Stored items
-.-.-

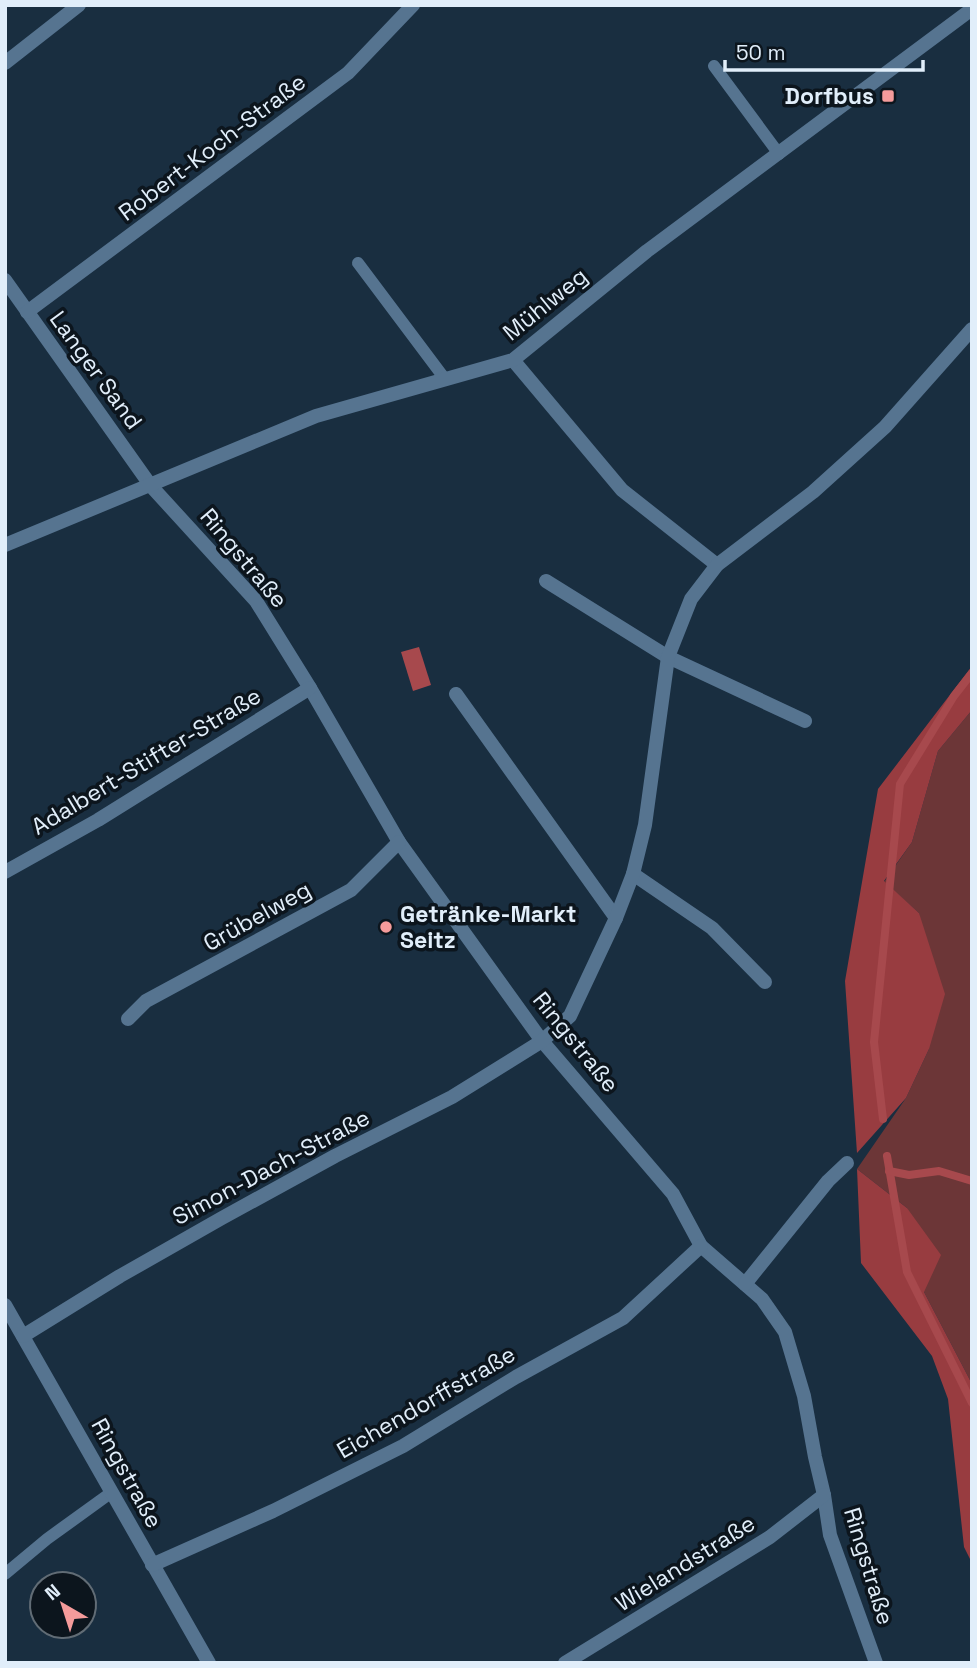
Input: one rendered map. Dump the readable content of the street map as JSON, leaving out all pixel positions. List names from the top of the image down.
{
  "streets": {
    "street": [
      "Robert-Koch-Straße",
      "Mühlweg",
      "Langer Sand",
      "Ringstraße",
      "Adalbert-Stifter-Straße",
      "Grübelweg",
      "Simon-Dach-Straße",
      "Eichendorffstraße",
      "Wielandstraße"
    ]
  },
  "crossings": [
    ["Robert-Koch-Straße", "Langer Sand"],
    ["Mühlweg", "Langer Sand"],
    ["Mühlweg", "Ringstraße"],
    ["Langer Sand", "Ringstraße"],
    ["Ringstraße", "Adalbert-Stifter-Straße"],
    ["Ringstraße", "Grübelweg"],
    ["Ringstraße", "Simon-Dach-Straße"],
    ["Ringstraße", "Eichendorffstraße"],
    ["Ringstraße", "Wielandstraße"]
  ],
  "places": {
    "transit": ["Dorfbus"],
    "other": ["Getränke-Markt Seitz"]
  },
  "scale_bar": "50 m",
  "north": "top left"
}
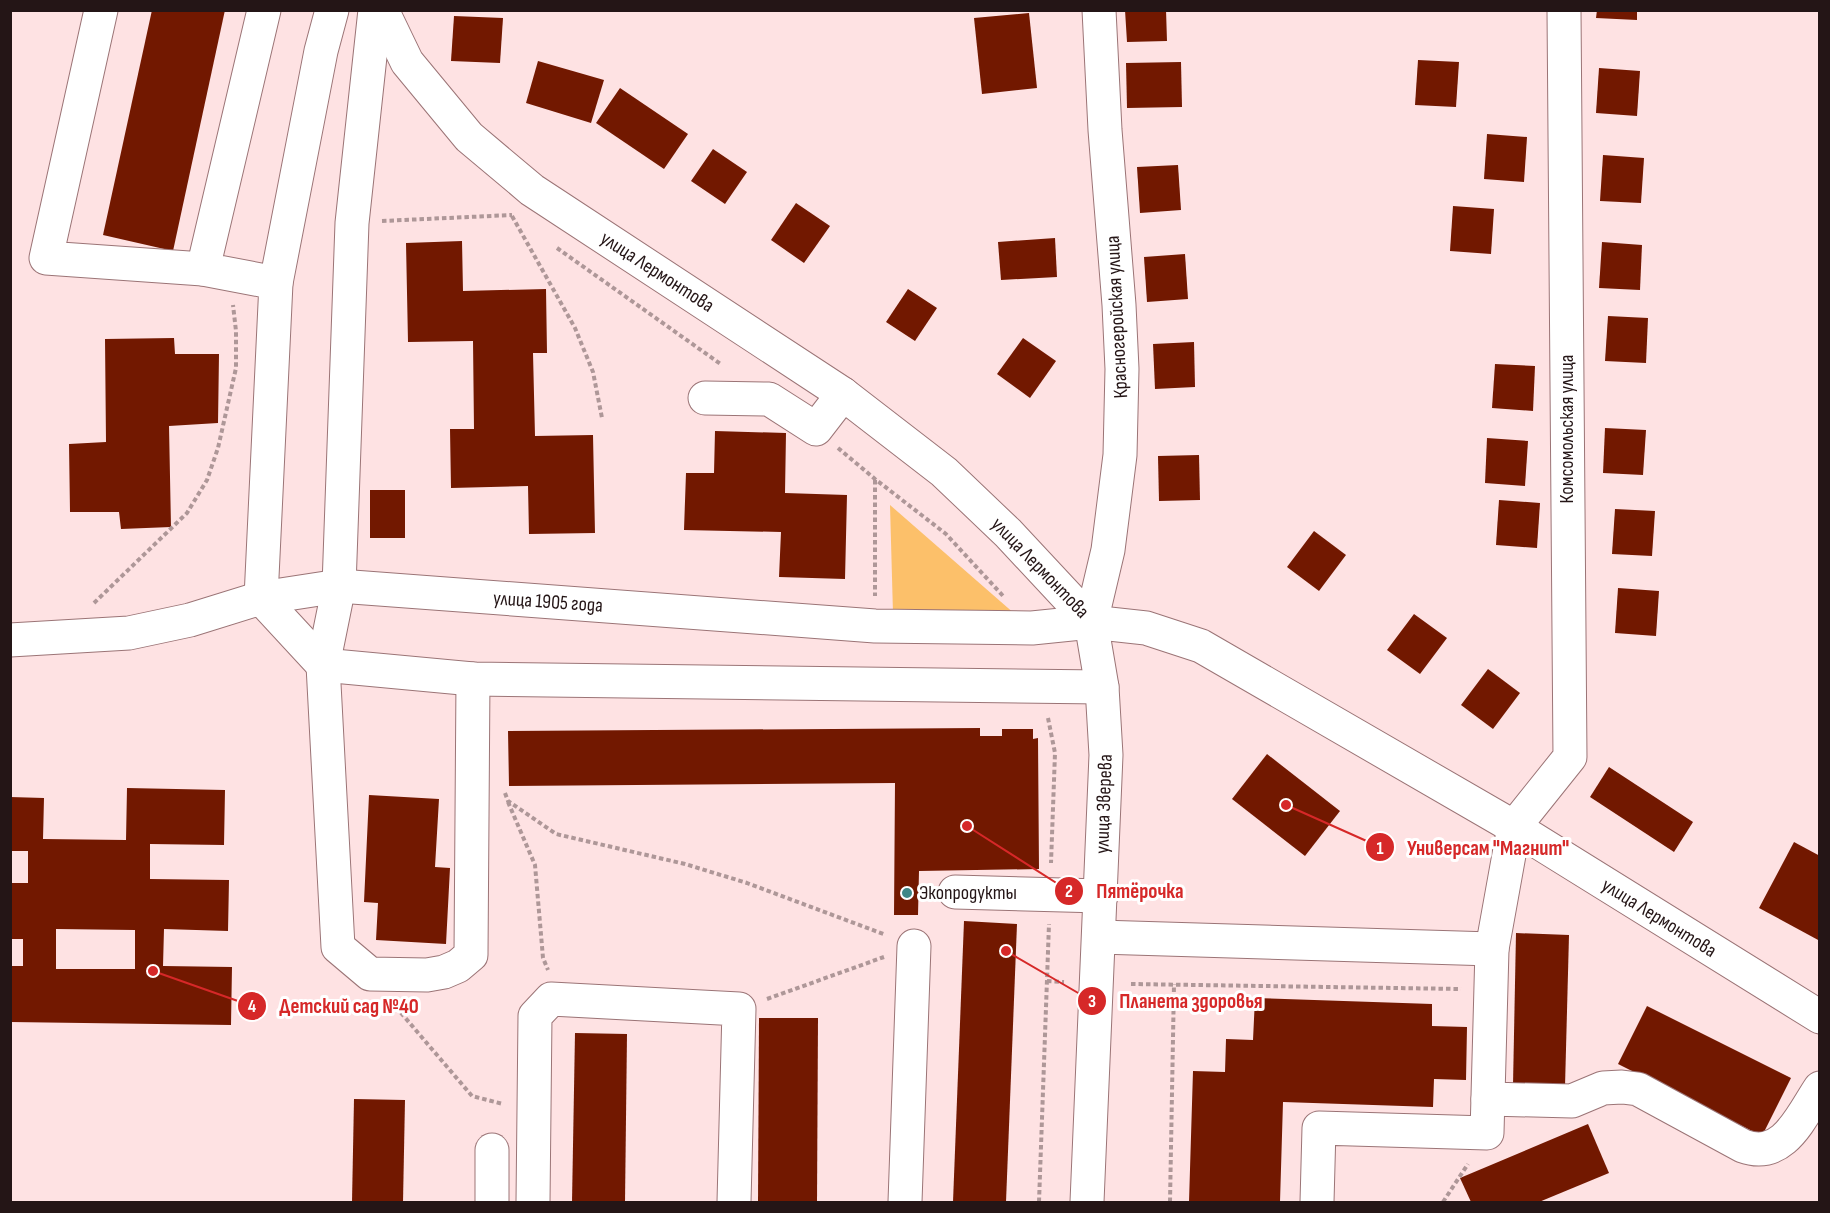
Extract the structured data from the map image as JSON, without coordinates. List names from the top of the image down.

-.-.-

> _ASSIGNMENT_: The expected result is every record above, word for word, with no pictures in it.

> _RESULT FOR THIS TASK_:
Input: one rendered map. Dump the readable content of the street map as JSON, leaving out all pixel positions. List names from the top of the image down.
{
  "streets": {
    "street": [
      "Robert-Koch-Straße",
      "Mühlweg",
      "Langer Sand",
      "Ringstraße",
      "Adalbert-Stifter-Straße",
      "Grübelweg",
      "Simon-Dach-Straße",
      "Eichendorffstraße",
      "Wielandstraße"
    ]
  },
  "crossings": [
    ["Robert-Koch-Straße", "Langer Sand"],
    ["Mühlweg", "Langer Sand"],
    ["Mühlweg", "Ringstraße"],
    ["Langer Sand", "Ringstraße"],
    ["Ringstraße", "Adalbert-Stifter-Straße"],
    ["Ringstraße", "Grübelweg"],
    ["Ringstraße", "Simon-Dach-Straße"],
    ["Ringstraße", "Eichendorffstraße"],
    ["Ringstraße", "Wielandstraße"]
  ],
  "places": {
    "transit": ["Dorfbus"],
    "other": ["Getränke-Markt Seitz"]
  },
  "scale_bar": "50 m",
  "north": "top left"
}
Extract the structured data from the map image as JSON, without coordinates. List names from the top of the image down.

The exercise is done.